Items from a dataset:
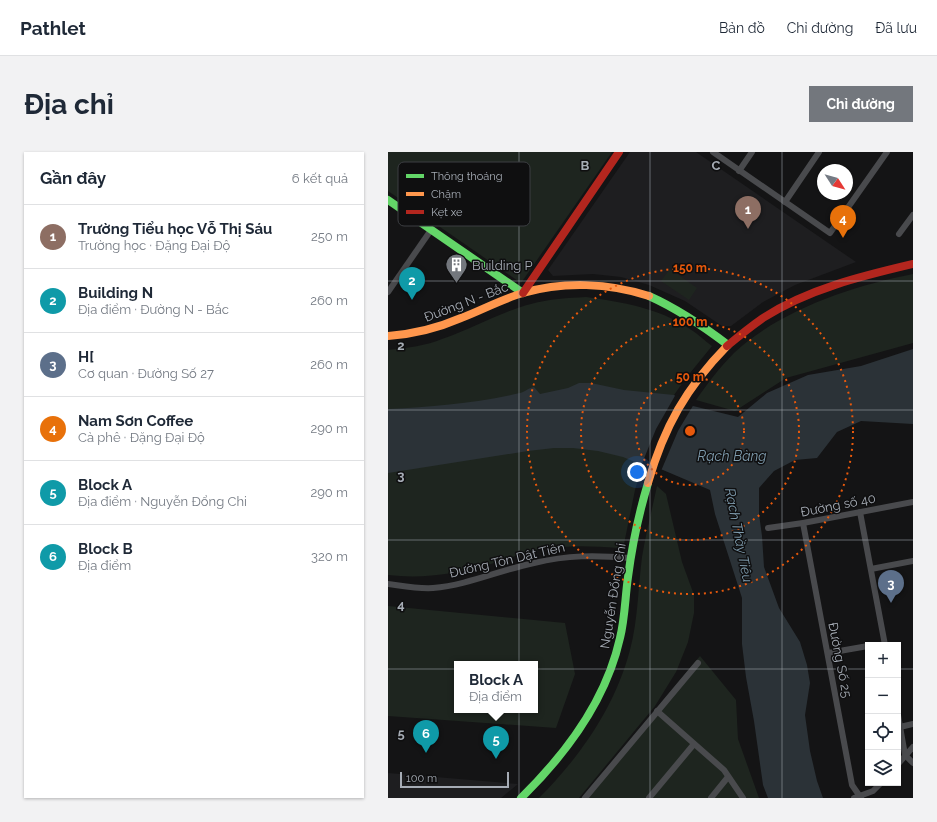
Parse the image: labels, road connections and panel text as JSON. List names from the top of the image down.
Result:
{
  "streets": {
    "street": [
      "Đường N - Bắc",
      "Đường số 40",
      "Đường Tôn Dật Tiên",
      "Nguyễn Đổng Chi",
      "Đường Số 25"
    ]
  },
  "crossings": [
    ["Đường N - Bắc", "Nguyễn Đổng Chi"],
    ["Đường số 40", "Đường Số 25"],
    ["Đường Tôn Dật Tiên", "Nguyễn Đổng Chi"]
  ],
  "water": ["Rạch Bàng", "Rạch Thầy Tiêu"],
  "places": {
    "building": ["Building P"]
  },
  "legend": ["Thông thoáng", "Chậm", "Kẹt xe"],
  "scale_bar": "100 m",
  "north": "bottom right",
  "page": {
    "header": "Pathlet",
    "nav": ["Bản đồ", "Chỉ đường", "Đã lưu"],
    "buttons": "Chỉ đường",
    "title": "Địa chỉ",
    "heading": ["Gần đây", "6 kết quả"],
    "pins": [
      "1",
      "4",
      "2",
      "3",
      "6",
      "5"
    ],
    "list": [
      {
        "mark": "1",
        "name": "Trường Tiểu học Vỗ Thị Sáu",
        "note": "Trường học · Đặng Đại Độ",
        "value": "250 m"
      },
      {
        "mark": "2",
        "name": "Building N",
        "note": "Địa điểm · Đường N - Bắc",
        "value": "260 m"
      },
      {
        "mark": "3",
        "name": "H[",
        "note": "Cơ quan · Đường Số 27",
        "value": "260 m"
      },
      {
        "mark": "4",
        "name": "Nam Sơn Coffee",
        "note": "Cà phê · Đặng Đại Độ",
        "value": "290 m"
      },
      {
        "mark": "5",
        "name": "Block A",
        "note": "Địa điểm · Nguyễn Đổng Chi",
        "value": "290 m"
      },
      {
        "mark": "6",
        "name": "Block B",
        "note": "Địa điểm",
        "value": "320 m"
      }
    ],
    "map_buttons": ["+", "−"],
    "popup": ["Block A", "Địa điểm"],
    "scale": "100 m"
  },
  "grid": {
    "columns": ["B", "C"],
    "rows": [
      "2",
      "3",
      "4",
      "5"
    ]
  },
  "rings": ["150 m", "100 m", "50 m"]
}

---

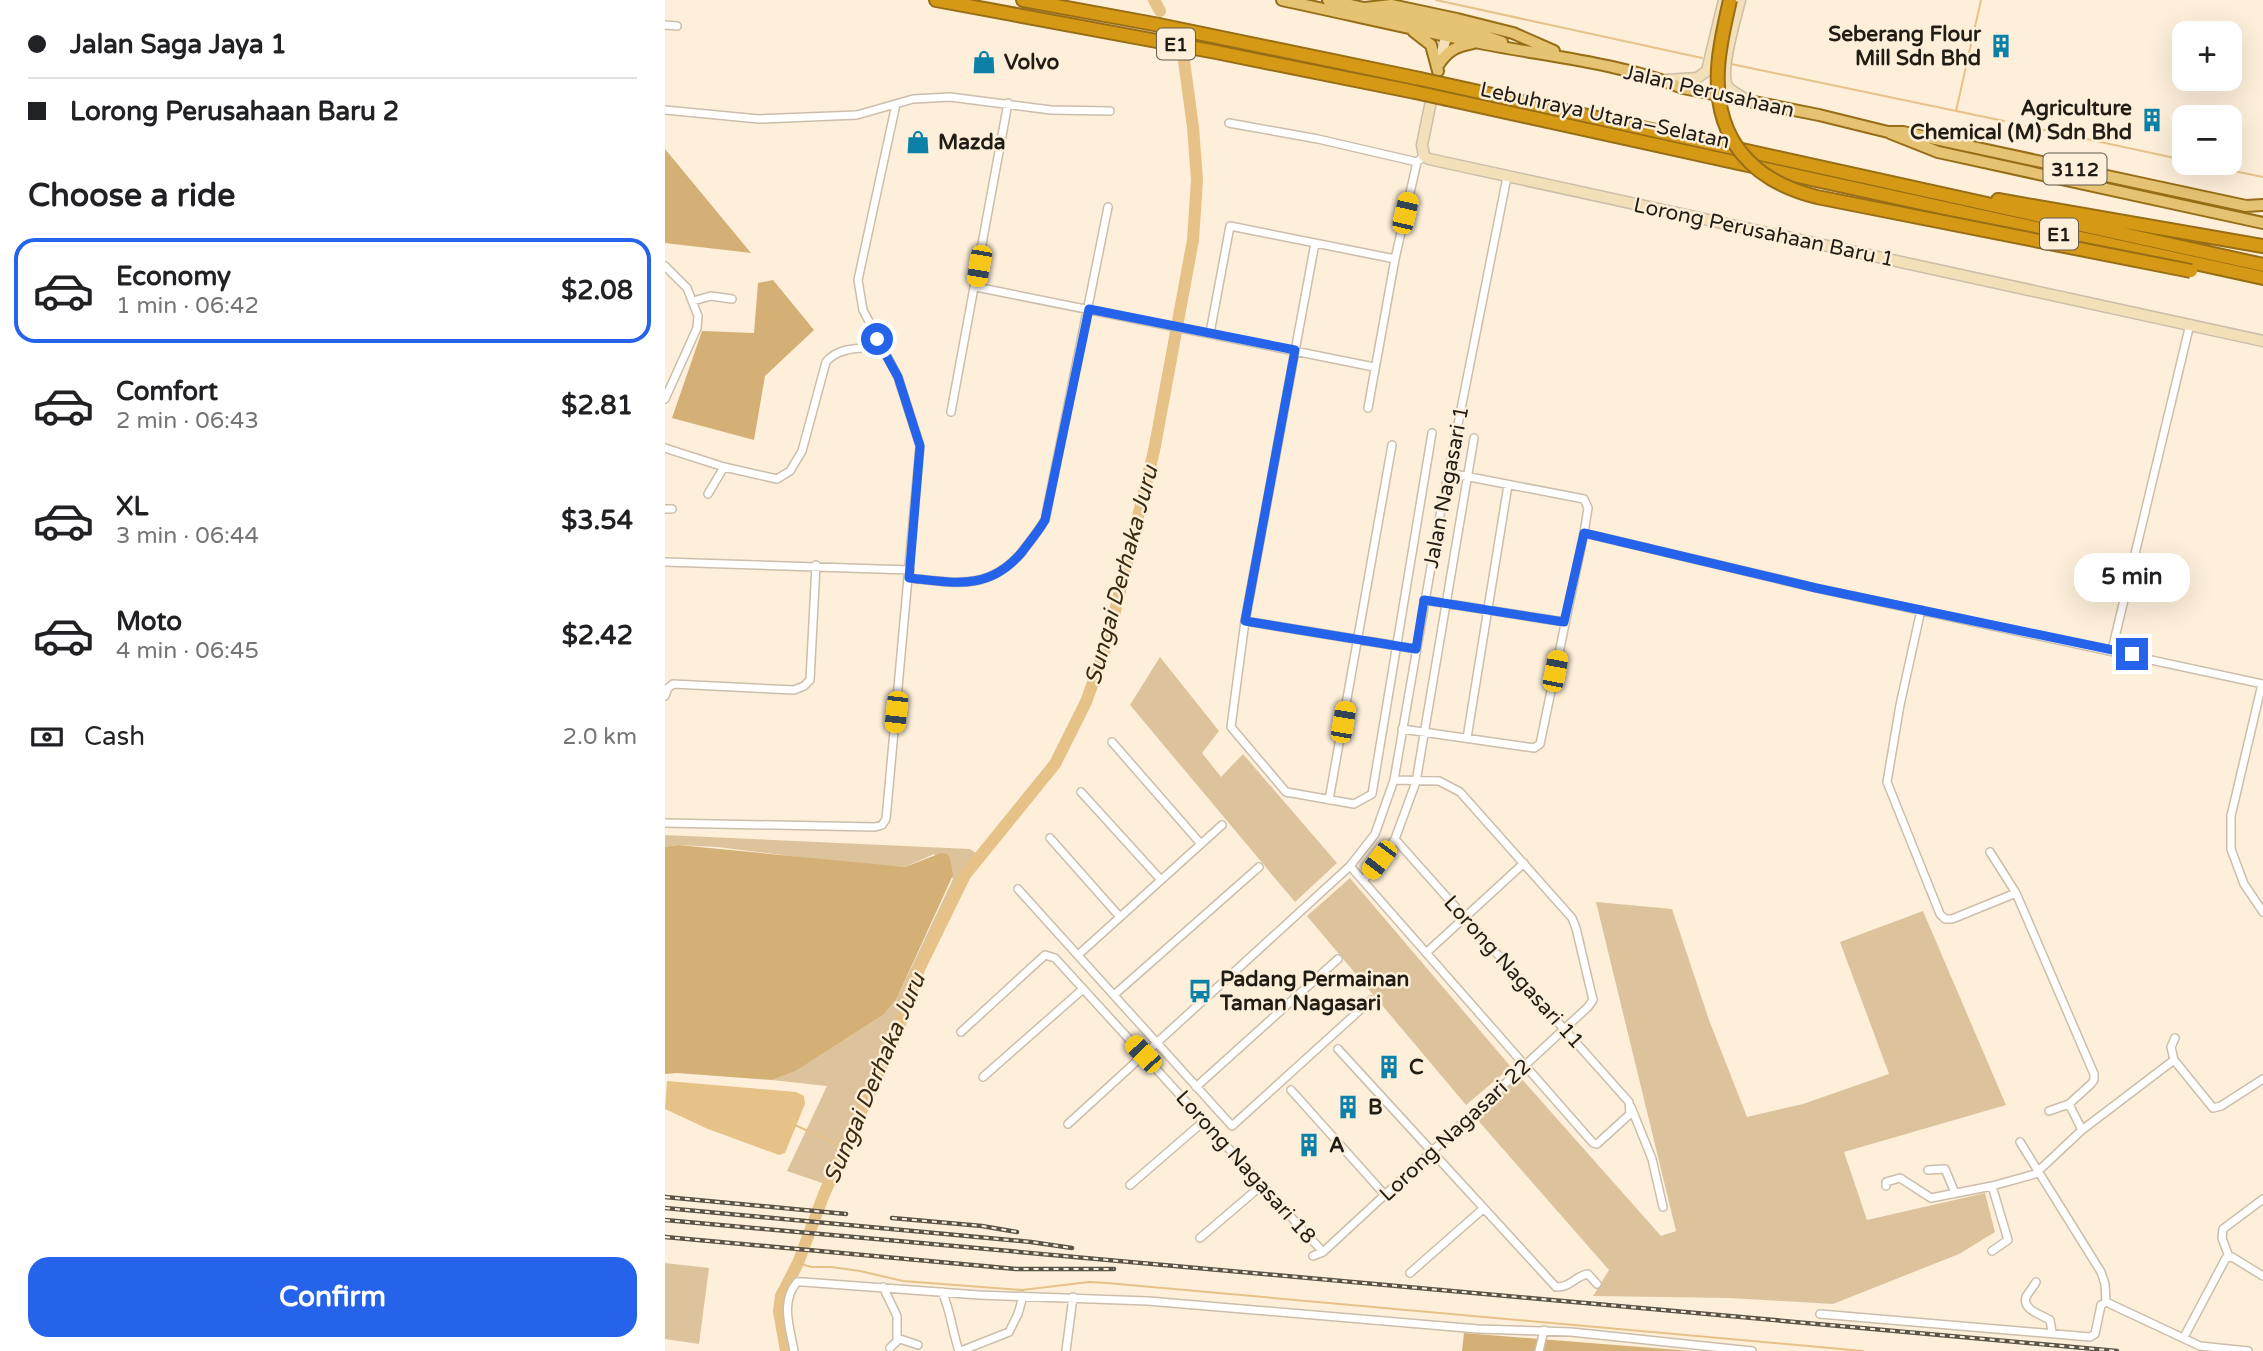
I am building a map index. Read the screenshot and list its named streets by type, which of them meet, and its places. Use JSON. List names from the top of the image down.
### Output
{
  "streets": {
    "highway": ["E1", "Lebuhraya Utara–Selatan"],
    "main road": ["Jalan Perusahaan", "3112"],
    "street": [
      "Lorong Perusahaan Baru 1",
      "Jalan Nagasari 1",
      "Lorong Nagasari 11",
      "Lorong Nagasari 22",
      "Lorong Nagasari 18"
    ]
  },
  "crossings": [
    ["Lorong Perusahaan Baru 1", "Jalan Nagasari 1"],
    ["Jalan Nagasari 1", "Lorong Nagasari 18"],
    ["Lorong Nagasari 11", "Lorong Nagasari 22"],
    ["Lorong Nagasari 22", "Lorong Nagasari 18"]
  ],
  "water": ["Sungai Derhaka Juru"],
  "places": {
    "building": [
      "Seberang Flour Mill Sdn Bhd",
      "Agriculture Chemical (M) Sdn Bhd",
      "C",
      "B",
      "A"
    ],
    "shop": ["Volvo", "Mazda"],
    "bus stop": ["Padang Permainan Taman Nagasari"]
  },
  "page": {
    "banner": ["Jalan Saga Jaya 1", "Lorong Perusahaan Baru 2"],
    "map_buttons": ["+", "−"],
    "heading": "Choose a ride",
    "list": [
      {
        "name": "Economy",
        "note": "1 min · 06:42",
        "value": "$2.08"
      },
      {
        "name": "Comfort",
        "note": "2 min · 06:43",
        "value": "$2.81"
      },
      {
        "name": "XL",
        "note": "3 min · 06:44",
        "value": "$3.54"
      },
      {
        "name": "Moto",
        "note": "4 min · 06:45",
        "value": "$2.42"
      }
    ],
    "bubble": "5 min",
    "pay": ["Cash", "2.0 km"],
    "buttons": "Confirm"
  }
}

▶ _EXERCISE OBJECTIVE_:
Retrieve all lines from the data that contain the string "image".

▶ _YOUR SOLUTION_:
Parse the image: labels, road connections and panel text as JSON. List names from the top of the image down.
I am building a map index. Read the screenshot and list its named streets by type, which of them meet, and its places. Use JSON. List names from the top of the image down.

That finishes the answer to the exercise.